Time machines, creating time, is that what you meant?

jeez, i feel amputated knowing the thing is offline. Where's the cyber-schrink?

gnoumph,
dv
> ja
> http://vispo.com
>

Comments

, Jim Andrews

> i had a quick look around. The guy just has a lyrical
> temperament, i guess. No immediate evidence of googlish
> paycheques. Wrote a book on what he suggests here: the emergence
> of the web as a global sentient being.

Web as global sentient being eh. Yeah maybe. Does it sound like this:
http://lecielestbleu.com/html/pateason.html ? Goes round and round, through
the network, comes out different places but one music/mind?

> Time machines, creating time, is that what you meant?
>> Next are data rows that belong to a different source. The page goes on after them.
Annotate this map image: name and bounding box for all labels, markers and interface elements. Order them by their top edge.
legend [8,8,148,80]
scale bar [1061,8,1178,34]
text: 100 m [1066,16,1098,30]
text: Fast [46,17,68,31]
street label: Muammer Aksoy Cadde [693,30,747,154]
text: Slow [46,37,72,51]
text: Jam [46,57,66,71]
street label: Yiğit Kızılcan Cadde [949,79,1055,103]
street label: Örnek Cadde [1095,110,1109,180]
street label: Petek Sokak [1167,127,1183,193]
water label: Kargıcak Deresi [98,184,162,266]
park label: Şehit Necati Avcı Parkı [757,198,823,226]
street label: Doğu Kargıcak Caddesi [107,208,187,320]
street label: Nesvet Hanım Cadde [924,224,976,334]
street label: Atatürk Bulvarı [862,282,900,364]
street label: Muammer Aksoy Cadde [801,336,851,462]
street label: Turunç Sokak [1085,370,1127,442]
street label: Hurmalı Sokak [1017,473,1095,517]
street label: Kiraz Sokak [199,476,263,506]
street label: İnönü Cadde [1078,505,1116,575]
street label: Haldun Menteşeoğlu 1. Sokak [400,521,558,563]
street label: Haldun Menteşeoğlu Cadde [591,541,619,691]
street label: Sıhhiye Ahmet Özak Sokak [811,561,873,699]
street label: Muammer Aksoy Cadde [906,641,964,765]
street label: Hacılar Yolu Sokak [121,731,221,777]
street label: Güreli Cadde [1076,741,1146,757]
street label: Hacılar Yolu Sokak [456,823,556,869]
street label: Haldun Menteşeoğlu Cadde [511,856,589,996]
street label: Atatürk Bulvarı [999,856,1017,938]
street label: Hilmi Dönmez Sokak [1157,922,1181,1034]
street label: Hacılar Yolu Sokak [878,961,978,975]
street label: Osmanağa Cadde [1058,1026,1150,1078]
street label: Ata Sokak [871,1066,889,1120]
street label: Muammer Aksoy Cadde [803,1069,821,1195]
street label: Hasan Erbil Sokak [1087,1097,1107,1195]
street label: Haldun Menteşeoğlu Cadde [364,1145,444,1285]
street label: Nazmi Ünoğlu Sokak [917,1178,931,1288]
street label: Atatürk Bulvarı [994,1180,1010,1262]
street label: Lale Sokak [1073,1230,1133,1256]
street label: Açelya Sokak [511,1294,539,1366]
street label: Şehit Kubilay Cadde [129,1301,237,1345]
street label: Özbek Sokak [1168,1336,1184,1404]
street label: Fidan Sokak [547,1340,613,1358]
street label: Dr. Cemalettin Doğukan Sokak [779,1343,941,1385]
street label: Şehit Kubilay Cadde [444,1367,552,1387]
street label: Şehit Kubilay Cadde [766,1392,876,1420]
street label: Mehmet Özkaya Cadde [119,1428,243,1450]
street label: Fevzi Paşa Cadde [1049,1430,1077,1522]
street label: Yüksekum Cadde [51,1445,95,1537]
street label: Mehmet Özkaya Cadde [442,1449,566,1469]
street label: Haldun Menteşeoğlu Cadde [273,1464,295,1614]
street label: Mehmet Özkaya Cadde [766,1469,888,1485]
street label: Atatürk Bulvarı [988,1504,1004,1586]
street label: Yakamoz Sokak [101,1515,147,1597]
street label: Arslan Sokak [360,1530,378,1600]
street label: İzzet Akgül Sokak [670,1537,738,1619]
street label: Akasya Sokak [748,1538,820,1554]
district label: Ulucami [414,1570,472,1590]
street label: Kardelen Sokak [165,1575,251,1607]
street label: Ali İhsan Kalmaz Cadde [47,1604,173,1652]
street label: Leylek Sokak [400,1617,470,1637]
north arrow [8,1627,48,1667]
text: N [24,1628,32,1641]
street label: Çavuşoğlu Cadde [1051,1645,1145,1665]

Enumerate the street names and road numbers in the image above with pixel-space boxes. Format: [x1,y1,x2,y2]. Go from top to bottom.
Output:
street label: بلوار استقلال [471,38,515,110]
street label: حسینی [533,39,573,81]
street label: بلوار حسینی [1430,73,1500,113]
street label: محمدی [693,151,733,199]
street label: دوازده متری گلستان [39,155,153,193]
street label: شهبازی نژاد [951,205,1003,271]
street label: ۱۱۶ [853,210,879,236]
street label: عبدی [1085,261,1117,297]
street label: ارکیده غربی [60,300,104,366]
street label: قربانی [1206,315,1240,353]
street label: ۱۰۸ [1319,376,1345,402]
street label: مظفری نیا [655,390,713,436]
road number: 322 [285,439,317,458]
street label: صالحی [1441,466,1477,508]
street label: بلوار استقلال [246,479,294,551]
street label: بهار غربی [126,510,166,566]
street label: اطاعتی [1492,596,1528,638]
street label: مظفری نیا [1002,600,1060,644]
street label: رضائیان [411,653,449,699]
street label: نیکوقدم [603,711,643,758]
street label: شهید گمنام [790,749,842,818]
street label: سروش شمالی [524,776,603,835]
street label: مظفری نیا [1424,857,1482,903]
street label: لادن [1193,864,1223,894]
When we create stuff, we are (usually) less aware of the time machine
dimension of the work than when we see it a few years later. Then the time
machine is sometimes a portal back to the time it was created. Sometimes it
is a portal to the future. Sometimes it has multiple temporal locations.
Sometimes the machine doesn't work anymore…

But yes, it could also mean 'creating time', as you say. And other things.

I am doing a project involving some older digital poetry (from the eighties)
and the time machine is quite prominent there.

ja
http://vispo.com

, Dirk Vekemans

> Time machines, creating time, is that what you meant?

When we create stuff, we are (usually) less aware of the time machine
dimension of the work than when we see it a few years later. Then the time
machine is sometimes a portal back to the time it was created. Sometimes it
is a portal to the future. Sometimes it has multiple temporal locations.
Sometimes the machine doesn't work anymore…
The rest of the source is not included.